Overall you are probably right. i diddnt realize the preorder beta access started in 2 weeks.

----------


## Zoidberg

> What I've played so far I have enjoyed to be honest. I felt a little overpowered in the starting areas, but still died a couple times. the "you have fallen! fight to get back up!" mechanic is pretty fun, better than just "thump, u is dead"
> 
> the asura and silvari are not yet available.
> 
> female char look hilarious.
> 
> i got some screens, but I'm going to either have to compress them heavily to render the watermarking impossible to read, or work on them for a long ass time in Photoshop.
> just about every square inch of the screen is COVERED in watermarking.
> 
> ...


Told you so  :Smile:

----------


## pushedx

> overall, I don't know if I'll switch from wow for it, but there is things I like about the game, and some that I don't.
> 
> playing it though, it FEELS like guild wars.

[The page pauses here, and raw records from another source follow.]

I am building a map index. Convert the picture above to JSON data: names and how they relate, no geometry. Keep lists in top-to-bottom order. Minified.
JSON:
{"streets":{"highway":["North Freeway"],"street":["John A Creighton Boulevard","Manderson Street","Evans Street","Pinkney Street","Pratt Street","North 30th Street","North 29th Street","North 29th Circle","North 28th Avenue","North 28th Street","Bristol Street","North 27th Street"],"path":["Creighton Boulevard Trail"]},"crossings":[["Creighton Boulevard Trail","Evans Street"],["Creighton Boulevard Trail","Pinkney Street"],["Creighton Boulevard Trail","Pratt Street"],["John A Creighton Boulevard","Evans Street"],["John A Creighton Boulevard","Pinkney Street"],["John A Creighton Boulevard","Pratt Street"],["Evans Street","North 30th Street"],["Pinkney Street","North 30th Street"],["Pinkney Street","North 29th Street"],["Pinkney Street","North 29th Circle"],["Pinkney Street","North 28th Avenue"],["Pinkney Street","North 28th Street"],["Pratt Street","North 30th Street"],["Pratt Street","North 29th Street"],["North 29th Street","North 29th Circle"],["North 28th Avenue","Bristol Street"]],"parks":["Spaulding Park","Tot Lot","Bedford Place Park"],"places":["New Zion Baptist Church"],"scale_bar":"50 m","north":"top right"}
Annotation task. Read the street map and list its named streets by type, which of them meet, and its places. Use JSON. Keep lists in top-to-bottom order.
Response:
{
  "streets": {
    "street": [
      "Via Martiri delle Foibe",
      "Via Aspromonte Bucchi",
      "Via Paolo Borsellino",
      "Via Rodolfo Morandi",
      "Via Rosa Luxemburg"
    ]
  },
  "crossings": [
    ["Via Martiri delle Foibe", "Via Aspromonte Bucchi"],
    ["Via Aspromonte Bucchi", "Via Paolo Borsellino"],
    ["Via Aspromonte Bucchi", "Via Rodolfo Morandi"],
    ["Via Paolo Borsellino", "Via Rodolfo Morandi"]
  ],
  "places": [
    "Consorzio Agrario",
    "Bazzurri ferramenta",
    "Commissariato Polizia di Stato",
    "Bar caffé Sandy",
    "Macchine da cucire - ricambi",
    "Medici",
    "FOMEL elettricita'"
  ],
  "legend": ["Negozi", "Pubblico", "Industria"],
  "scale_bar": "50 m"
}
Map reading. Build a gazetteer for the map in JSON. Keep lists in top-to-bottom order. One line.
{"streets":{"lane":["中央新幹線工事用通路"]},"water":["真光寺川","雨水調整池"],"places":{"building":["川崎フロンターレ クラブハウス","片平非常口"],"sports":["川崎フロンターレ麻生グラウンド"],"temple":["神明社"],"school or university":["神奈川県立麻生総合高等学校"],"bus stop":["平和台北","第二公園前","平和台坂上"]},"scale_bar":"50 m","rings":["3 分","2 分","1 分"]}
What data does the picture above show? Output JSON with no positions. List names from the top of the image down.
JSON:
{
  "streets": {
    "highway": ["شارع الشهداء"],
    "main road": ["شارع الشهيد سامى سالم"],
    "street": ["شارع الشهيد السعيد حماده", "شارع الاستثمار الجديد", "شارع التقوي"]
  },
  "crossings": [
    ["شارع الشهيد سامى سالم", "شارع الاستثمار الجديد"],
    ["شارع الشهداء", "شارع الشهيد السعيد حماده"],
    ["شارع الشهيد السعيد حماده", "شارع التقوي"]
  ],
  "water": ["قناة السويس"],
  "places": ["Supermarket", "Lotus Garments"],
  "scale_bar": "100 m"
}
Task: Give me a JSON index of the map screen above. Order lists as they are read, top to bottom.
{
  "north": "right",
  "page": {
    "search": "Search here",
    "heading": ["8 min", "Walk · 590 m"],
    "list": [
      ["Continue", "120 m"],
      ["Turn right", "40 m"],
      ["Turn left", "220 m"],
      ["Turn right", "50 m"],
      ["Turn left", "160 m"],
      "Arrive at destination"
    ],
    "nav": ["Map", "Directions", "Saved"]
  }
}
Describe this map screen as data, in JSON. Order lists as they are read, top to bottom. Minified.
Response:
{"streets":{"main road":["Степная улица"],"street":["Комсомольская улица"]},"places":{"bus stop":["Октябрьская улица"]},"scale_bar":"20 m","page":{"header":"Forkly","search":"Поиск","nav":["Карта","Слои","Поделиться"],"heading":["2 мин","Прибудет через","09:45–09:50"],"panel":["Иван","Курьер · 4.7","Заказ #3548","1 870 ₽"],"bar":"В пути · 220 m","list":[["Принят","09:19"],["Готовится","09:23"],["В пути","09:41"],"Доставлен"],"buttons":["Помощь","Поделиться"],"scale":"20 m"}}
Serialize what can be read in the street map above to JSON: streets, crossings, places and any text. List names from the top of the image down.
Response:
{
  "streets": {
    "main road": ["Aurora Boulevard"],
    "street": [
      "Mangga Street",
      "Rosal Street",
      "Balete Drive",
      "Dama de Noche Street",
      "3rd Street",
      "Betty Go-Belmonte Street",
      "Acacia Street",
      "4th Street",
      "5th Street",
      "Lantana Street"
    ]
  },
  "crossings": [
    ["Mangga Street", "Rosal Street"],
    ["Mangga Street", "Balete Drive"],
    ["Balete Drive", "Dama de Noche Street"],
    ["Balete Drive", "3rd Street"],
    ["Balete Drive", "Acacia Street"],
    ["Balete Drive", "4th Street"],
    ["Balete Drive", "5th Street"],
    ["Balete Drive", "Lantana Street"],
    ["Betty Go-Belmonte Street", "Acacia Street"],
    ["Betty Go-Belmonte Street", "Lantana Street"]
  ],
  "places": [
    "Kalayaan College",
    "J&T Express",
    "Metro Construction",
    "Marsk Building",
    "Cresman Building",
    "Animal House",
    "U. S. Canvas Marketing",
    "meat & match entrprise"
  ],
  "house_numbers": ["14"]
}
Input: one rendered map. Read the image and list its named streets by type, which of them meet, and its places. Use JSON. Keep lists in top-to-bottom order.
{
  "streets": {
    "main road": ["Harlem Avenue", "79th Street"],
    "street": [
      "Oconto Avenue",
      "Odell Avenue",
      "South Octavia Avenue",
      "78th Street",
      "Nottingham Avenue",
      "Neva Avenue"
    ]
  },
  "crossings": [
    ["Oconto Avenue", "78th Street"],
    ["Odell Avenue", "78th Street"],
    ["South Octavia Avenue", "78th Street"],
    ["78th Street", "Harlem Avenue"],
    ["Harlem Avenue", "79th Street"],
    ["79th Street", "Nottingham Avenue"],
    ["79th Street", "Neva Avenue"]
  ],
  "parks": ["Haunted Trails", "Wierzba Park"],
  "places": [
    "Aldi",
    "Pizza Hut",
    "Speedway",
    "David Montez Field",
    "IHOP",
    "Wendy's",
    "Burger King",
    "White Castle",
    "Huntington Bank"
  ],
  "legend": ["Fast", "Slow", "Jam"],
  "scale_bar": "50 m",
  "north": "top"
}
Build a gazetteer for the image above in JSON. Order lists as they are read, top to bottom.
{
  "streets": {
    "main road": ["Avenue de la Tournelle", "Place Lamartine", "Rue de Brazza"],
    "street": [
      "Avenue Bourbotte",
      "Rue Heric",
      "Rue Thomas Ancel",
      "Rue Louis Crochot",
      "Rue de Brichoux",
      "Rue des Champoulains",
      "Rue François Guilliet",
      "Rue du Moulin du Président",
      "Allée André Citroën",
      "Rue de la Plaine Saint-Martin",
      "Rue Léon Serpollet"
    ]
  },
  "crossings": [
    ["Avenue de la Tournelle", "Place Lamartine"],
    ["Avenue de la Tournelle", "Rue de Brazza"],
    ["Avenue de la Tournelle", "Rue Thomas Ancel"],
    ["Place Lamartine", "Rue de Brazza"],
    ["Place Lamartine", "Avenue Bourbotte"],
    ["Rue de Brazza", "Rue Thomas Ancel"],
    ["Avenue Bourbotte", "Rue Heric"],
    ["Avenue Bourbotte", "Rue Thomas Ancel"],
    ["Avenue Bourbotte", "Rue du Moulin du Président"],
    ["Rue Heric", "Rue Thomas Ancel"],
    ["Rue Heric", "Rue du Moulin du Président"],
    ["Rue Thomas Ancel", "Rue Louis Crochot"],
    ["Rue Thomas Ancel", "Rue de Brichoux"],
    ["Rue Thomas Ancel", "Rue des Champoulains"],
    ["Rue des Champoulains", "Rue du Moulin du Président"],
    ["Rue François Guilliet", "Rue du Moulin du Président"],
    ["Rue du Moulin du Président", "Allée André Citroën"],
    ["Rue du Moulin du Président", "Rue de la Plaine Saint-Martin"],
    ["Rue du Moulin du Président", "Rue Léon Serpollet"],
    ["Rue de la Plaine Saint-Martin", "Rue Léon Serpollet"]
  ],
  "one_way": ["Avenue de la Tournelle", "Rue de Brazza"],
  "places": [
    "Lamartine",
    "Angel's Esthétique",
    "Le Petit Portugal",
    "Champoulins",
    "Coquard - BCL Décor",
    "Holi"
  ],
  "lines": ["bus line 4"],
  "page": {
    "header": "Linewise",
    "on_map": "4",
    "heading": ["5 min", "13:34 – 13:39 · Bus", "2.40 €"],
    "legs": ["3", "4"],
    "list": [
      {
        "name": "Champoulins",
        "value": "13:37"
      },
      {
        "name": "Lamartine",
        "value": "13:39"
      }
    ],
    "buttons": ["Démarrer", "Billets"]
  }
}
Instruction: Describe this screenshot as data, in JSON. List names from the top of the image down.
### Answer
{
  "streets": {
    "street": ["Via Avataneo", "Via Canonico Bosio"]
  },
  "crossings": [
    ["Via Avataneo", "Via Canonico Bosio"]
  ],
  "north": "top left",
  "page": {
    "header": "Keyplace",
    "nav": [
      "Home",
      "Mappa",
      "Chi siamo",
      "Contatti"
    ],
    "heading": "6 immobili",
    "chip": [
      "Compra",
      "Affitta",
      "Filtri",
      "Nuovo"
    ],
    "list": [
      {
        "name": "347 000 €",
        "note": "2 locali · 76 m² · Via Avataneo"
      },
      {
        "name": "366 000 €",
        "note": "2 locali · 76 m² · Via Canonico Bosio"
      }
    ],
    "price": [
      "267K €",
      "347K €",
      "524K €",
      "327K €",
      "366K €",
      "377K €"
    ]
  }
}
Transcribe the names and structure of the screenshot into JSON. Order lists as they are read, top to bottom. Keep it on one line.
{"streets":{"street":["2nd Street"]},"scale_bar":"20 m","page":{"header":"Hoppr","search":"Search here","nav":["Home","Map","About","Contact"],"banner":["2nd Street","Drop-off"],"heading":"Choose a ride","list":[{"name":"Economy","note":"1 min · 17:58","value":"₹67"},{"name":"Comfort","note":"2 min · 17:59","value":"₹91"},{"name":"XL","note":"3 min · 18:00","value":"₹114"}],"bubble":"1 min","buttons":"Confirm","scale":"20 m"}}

Did you happen to play SWTOR? If so, how would you compare the fun factor of GW2 compared to SWTOR out of the gate. I never got into WoW, so I can't really work with that association.

----------


## TehVoyager

> Told you so


indeed, you did.  :Frown: 




> Did you happen to play SWTOR? If so, how would you compare the fun factor of GW2 compared to SWTOR out of the gate. I never got into WoW, so I can't really work with that association.


I think playing with a stick and an empty soup can would be more fun than SWTOR. but as i never played it, just watched videos of it and read reviews, i cant compare gw2 and swtor.

----------


## Confucius

> L0L SO SEKRET OMG!!!1
> 
> get over yourself.


People like you should not be allowed on these forums.

----------


## Iaccidentallytwink

> People like you should not be allowed on these forums.


Why's that?

----------